** WHAT IS BEING ASKED **
Please return the data that follows precisely as written, but without the images.

** GIVEN DATA **
::::::::

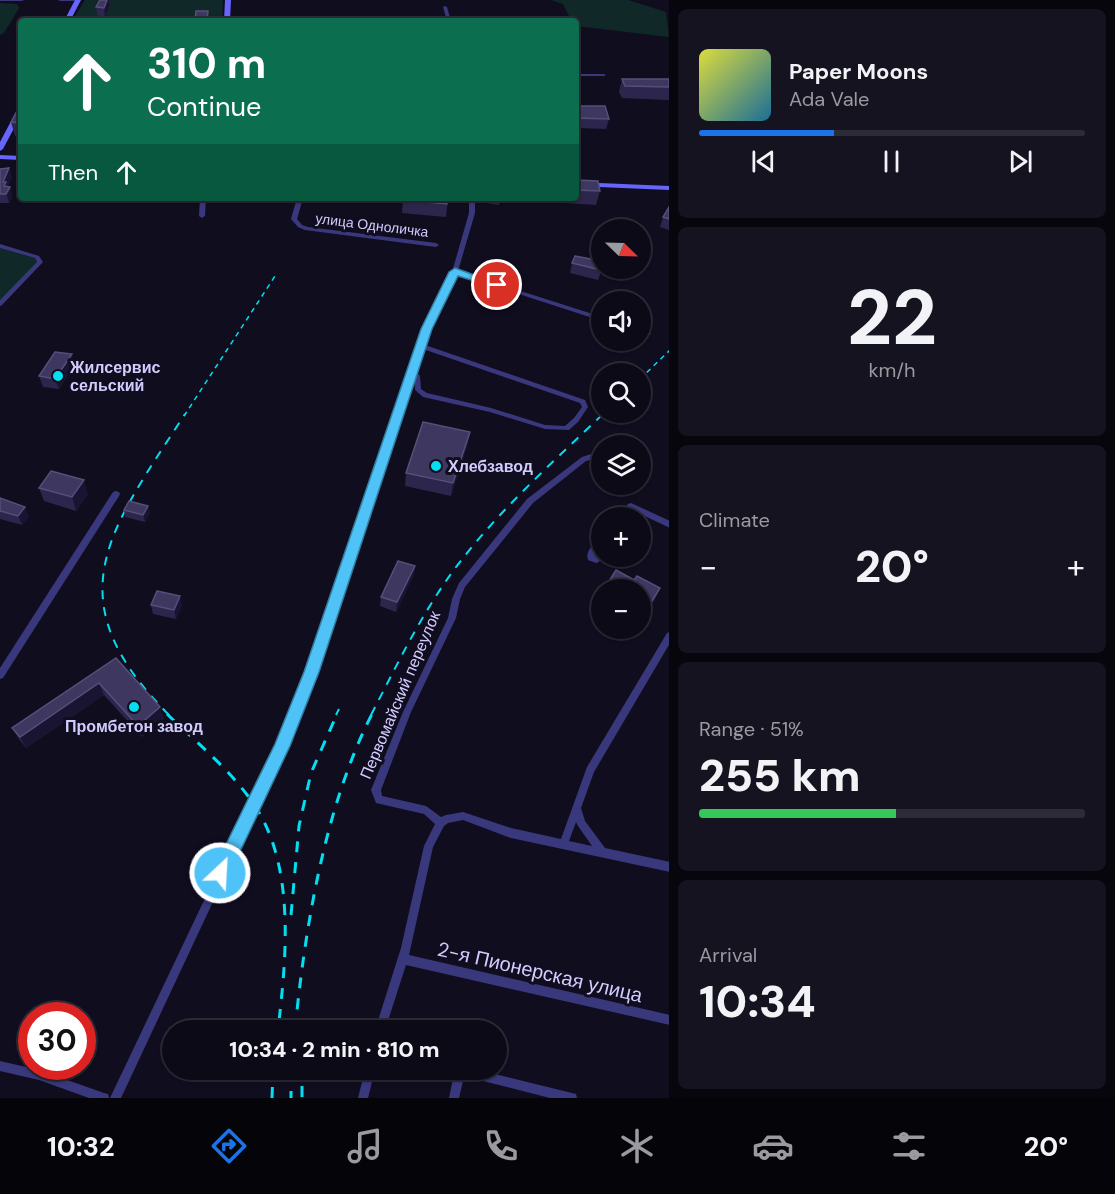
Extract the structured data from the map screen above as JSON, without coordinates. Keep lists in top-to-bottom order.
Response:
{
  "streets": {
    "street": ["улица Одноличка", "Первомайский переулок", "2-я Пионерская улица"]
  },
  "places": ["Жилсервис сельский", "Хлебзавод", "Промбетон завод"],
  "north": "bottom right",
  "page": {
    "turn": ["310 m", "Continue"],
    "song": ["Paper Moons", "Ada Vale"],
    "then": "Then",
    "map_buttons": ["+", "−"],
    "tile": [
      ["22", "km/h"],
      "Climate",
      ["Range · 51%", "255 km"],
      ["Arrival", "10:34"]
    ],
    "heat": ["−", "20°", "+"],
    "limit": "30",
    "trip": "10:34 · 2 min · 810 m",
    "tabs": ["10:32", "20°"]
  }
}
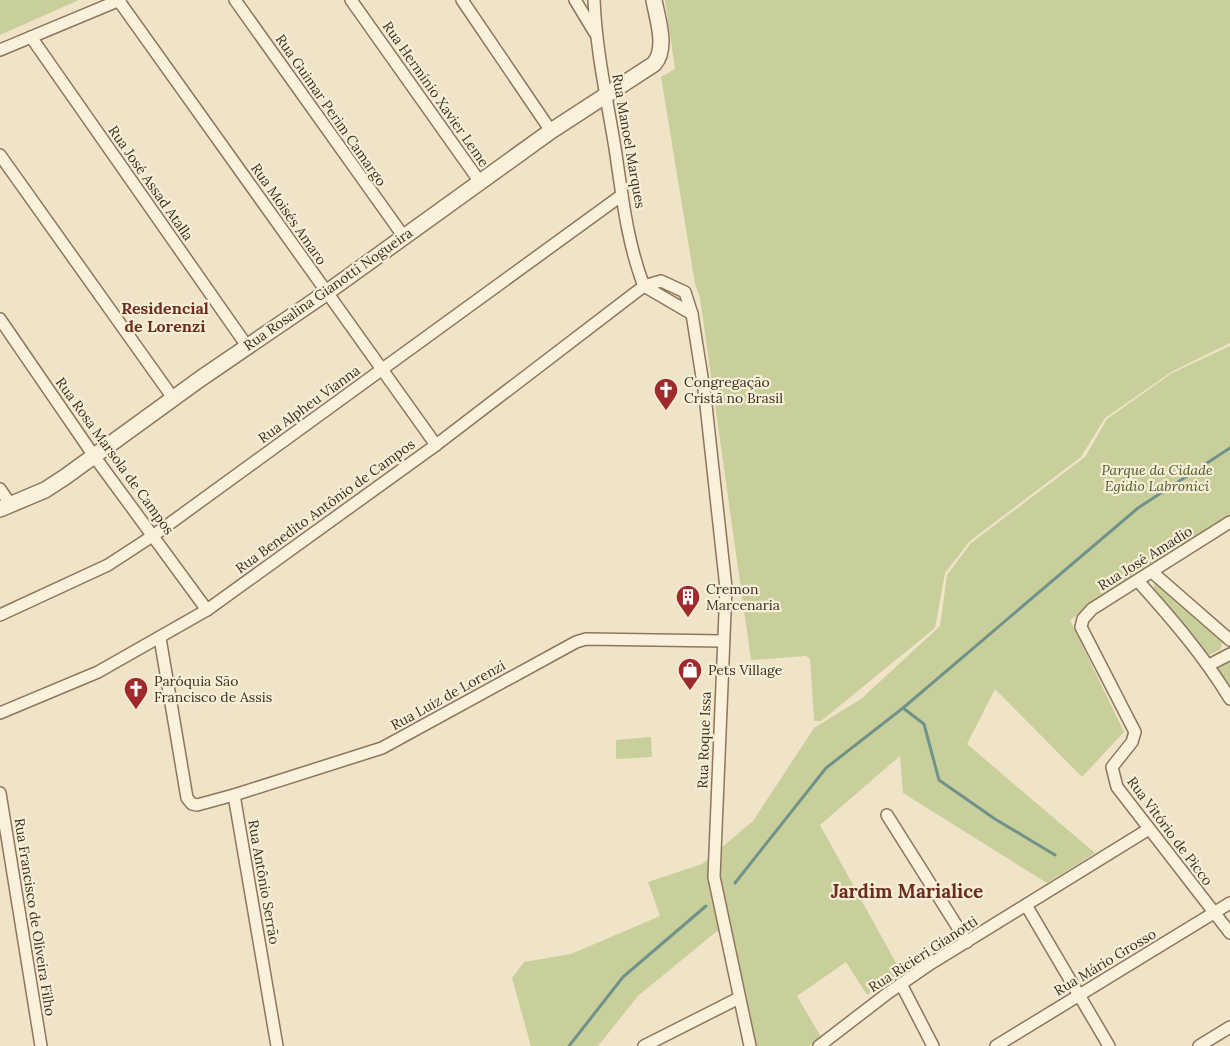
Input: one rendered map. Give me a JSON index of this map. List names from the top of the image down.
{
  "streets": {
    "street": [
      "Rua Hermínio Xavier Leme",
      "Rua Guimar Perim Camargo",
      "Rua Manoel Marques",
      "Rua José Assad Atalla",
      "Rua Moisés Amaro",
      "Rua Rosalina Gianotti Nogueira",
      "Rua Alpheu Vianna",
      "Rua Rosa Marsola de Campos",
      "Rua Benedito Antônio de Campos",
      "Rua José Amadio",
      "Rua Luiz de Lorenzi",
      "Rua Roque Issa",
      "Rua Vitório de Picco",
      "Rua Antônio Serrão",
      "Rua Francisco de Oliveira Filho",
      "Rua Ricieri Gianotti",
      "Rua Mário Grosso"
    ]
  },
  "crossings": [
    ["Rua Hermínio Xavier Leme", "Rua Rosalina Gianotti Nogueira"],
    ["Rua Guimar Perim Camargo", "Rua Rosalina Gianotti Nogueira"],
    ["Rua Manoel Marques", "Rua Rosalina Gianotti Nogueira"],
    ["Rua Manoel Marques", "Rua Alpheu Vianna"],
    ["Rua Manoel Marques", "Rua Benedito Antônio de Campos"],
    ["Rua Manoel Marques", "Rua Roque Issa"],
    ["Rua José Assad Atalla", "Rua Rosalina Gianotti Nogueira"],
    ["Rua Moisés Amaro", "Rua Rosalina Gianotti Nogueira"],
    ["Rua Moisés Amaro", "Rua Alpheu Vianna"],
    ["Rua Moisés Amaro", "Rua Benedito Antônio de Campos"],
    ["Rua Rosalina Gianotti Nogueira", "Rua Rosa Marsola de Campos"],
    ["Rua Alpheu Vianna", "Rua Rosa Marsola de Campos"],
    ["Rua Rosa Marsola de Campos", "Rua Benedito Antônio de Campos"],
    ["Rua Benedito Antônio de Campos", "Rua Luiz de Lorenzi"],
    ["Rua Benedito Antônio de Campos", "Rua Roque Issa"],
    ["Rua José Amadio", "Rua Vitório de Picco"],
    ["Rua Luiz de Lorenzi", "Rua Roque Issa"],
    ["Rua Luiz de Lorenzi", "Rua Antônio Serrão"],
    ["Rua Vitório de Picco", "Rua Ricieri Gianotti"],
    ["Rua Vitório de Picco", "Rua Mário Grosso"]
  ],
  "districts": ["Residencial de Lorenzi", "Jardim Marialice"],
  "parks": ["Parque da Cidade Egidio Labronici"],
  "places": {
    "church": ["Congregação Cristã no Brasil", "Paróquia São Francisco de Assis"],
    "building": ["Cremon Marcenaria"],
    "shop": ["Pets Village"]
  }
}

::::::::

** TASK OUTPUT **
Extract the structured data from the map screen above as JSON, without coordinates. Keep lists in top-to-bottom order.
Response:
{
  "streets": {
    "street": ["улица Одноличка", "Первомайский переулок", "2-я Пионерская улица"]
  },
  "places": ["Жилсервис сельский", "Хлебзавод", "Промбетон завод"],
  "north": "bottom right",
  "page": {
    "turn": ["310 m", "Continue"],
    "song": ["Paper Moons", "Ada Vale"],
    "then": "Then",
    "map_buttons": ["+", "−"],
    "tile": [
      ["22", "km/h"],
      "Climate",
      ["Range · 51%", "255 km"],
      ["Arrival", "10:34"]
    ],
    "heat": ["−", "20°", "+"],
    "limit": "30",
    "trip": "10:34 · 2 min · 810 m",
    "tabs": ["10:32", "20°"]
  }
}
Input: one rendered map. Give me a JSON index of this map. List names from the top of the image down.
{
  "streets": {
    "street": [
      "Rua Hermínio Xavier Leme",
      "Rua Guimar Perim Camargo",
      "Rua Manoel Marques",
      "Rua José Assad Atalla",
      "Rua Moisés Amaro",
      "Rua Rosalina Gianotti Nogueira",
      "Rua Alpheu Vianna",
      "Rua Rosa Marsola de Campos",
      "Rua Benedito Antônio de Campos",
      "Rua José Amadio",
      "Rua Luiz de Lorenzi",
      "Rua Roque Issa",
      "Rua Vitório de Picco",
      "Rua Antônio Serrão",
      "Rua Francisco de Oliveira Filho",
      "Rua Ricieri Gianotti",
      "Rua Mário Grosso"
    ]
  },
  "crossings": [
    ["Rua Hermínio Xavier Leme", "Rua Rosalina Gianotti Nogueira"],
    ["Rua Guimar Perim Camargo", "Rua Rosalina Gianotti Nogueira"],
    ["Rua Manoel Marques", "Rua Rosalina Gianotti Nogueira"],
    ["Rua Manoel Marques", "Rua Alpheu Vianna"],
    ["Rua Manoel Marques", "Rua Benedito Antônio de Campos"],
    ["Rua Manoel Marques", "Rua Roque Issa"],
    ["Rua José Assad Atalla", "Rua Rosalina Gianotti Nogueira"],
    ["Rua Moisés Amaro", "Rua Rosalina Gianotti Nogueira"],
    ["Rua Moisés Amaro", "Rua Alpheu Vianna"],
    ["Rua Moisés Amaro", "Rua Benedito Antônio de Campos"],
    ["Rua Rosalina Gianotti Nogueira", "Rua Rosa Marsola de Campos"],
    ["Rua Alpheu Vianna", "Rua Rosa Marsola de Campos"],
    ["Rua Rosa Marsola de Campos", "Rua Benedito Antônio de Campos"],
    ["Rua Benedito Antônio de Campos", "Rua Luiz de Lorenzi"],
    ["Rua Benedito Antônio de Campos", "Rua Roque Issa"],
    ["Rua José Amadio", "Rua Vitório de Picco"],
    ["Rua Luiz de Lorenzi", "Rua Roque Issa"],
    ["Rua Luiz de Lorenzi", "Rua Antônio Serrão"],
    ["Rua Vitório de Picco", "Rua Ricieri Gianotti"],
    ["Rua Vitório de Picco", "Rua Mário Grosso"]
  ],
  "districts": ["Residencial de Lorenzi", "Jardim Marialice"],
  "parks": ["Parque da Cidade Egidio Labronici"],
  "places": {
    "church": ["Congregação Cristã no Brasil", "Paróquia São Francisco de Assis"],
    "building": ["Cremon Marcenaria"],
    "shop": ["Pets Village"]
  }
}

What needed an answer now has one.